Già dal 15 giugno 2020 Immuni è attiva in tutta Italia.
Oggi più che mai, è importantissimo avere e attivare l’app Immuni, per il tracciamento dei contatti in ottica anti Coronavirus (inizialmente utilizzato in fase di sperimentazione per una settimana solo in 4 regioni :Liguria, Abruzzo, Marche e Puglia) e poi resa utilizzabile nell’intera Penisola.
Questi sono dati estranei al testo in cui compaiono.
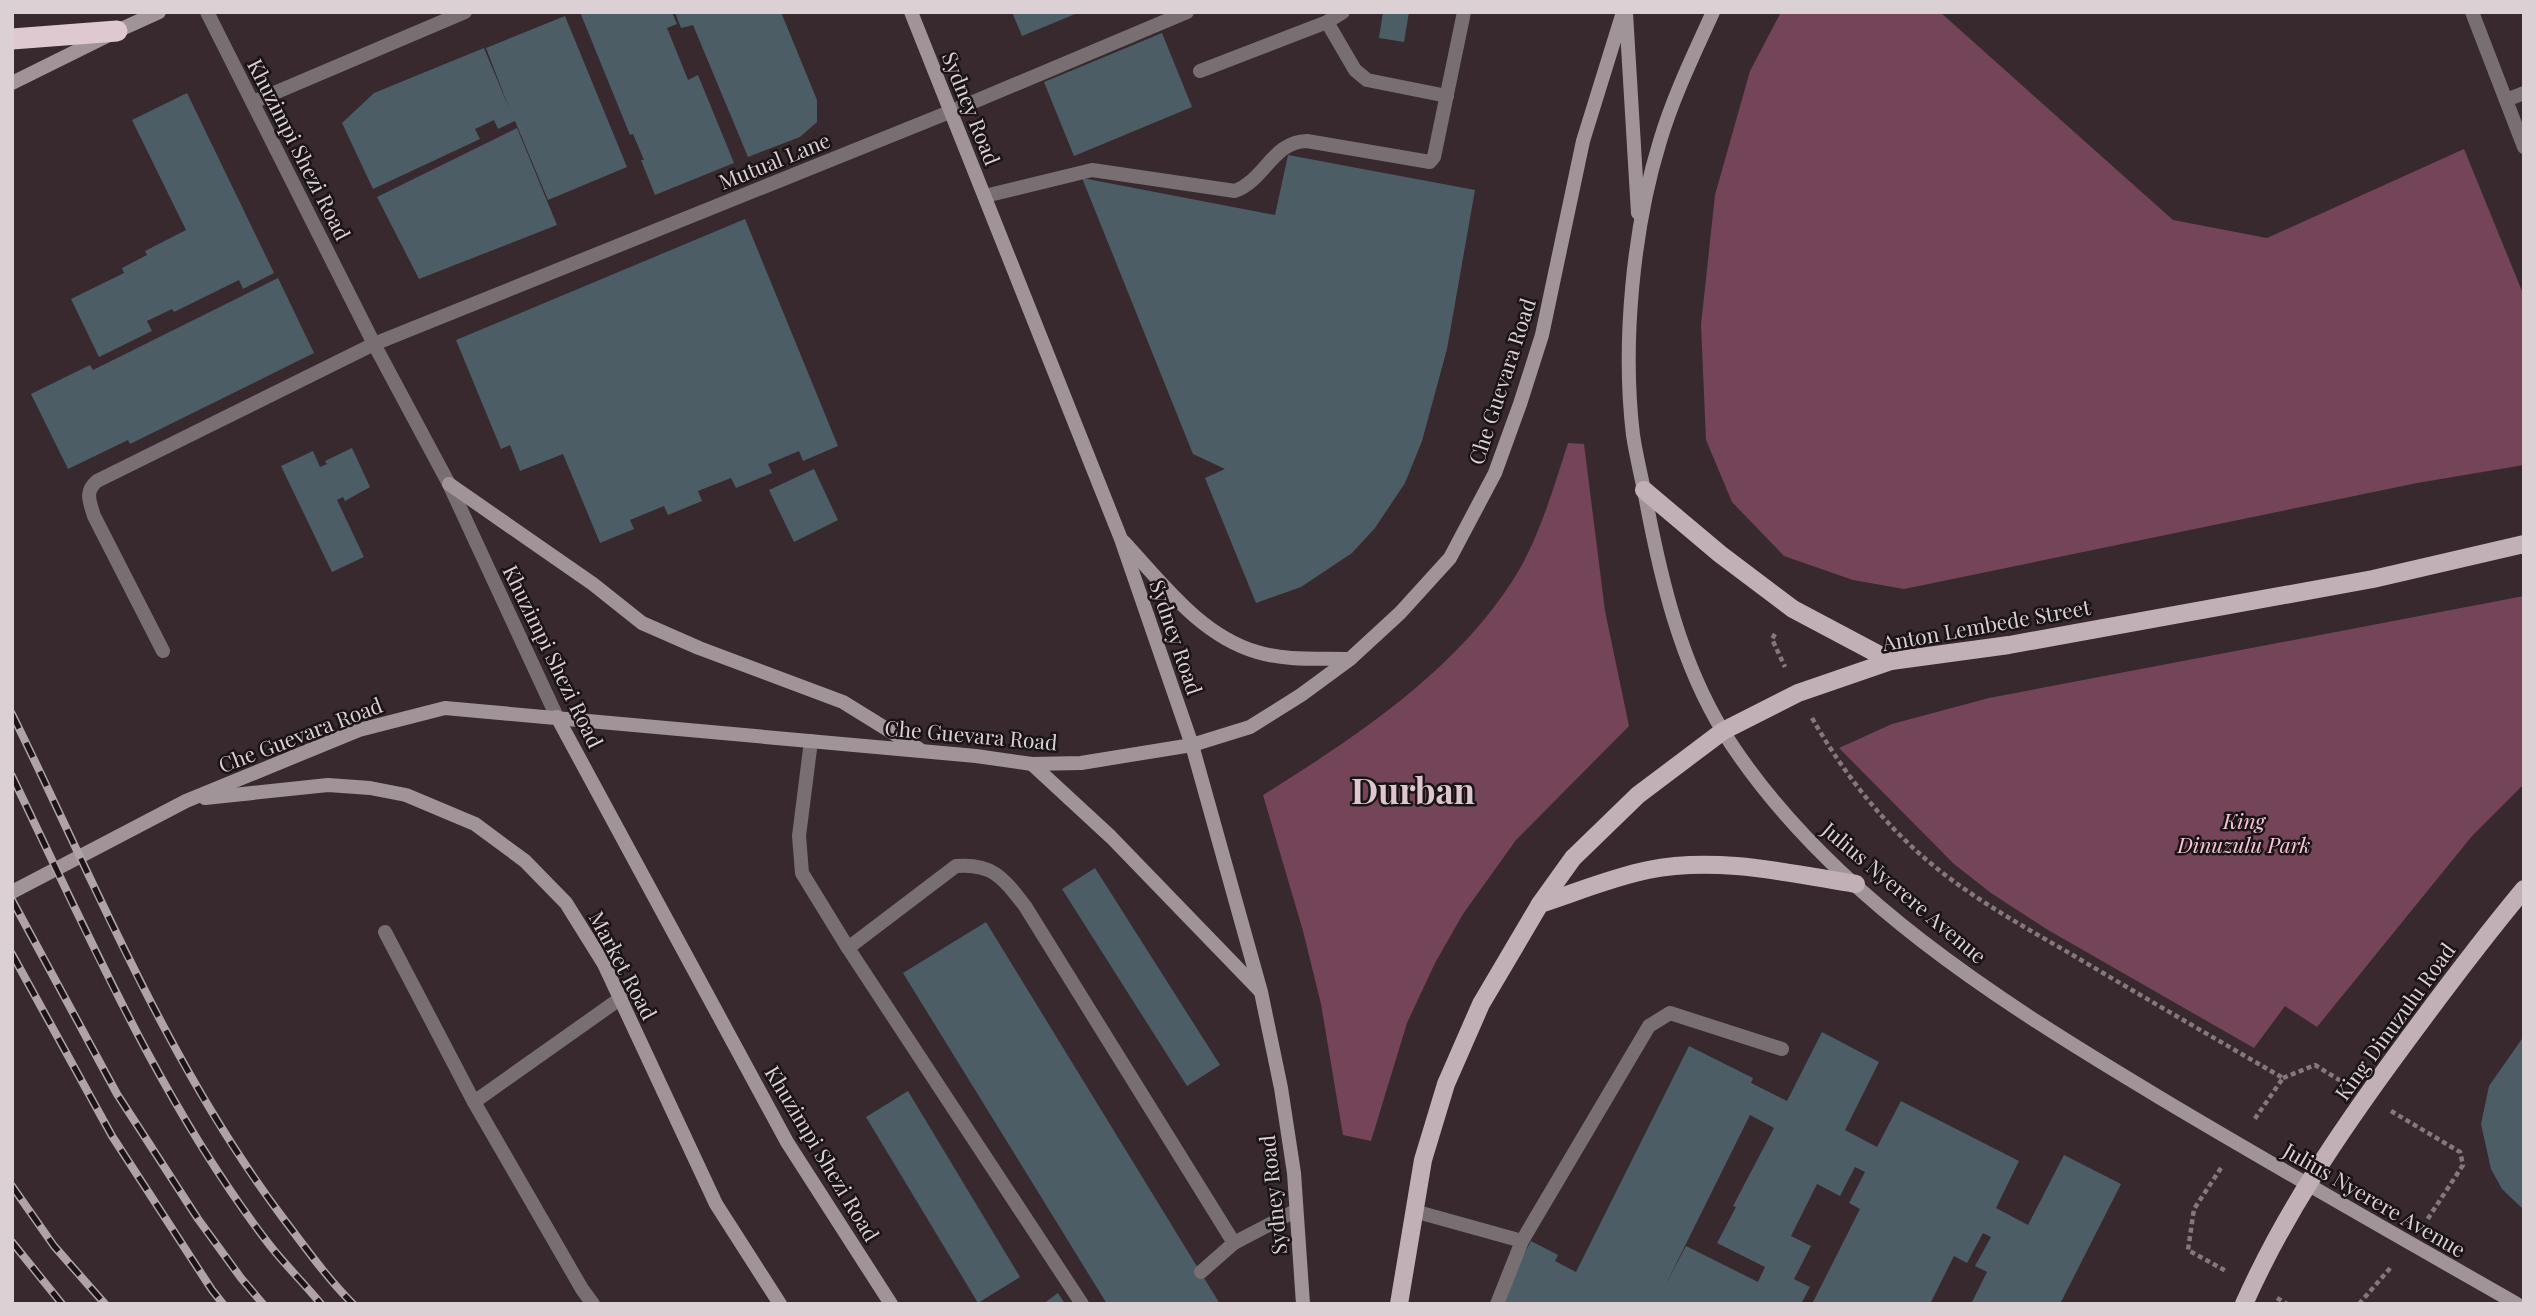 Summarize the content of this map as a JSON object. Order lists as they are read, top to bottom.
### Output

Immuni App va scaricata: perché consente a tutti gli italiani che decidono di averla sul proprio smartphone, di ricevere avvisi nel caso in cui siano entrati in contatto con persone poi risultate positive al coronavirus e, di conseguenza, potenzialmente contagiose.
Non c’è alcun obbligo nell’utilizzare l’applicazione, e richiede dati personali di accesso o visibili a tutti, nessun nome e cognome quindi.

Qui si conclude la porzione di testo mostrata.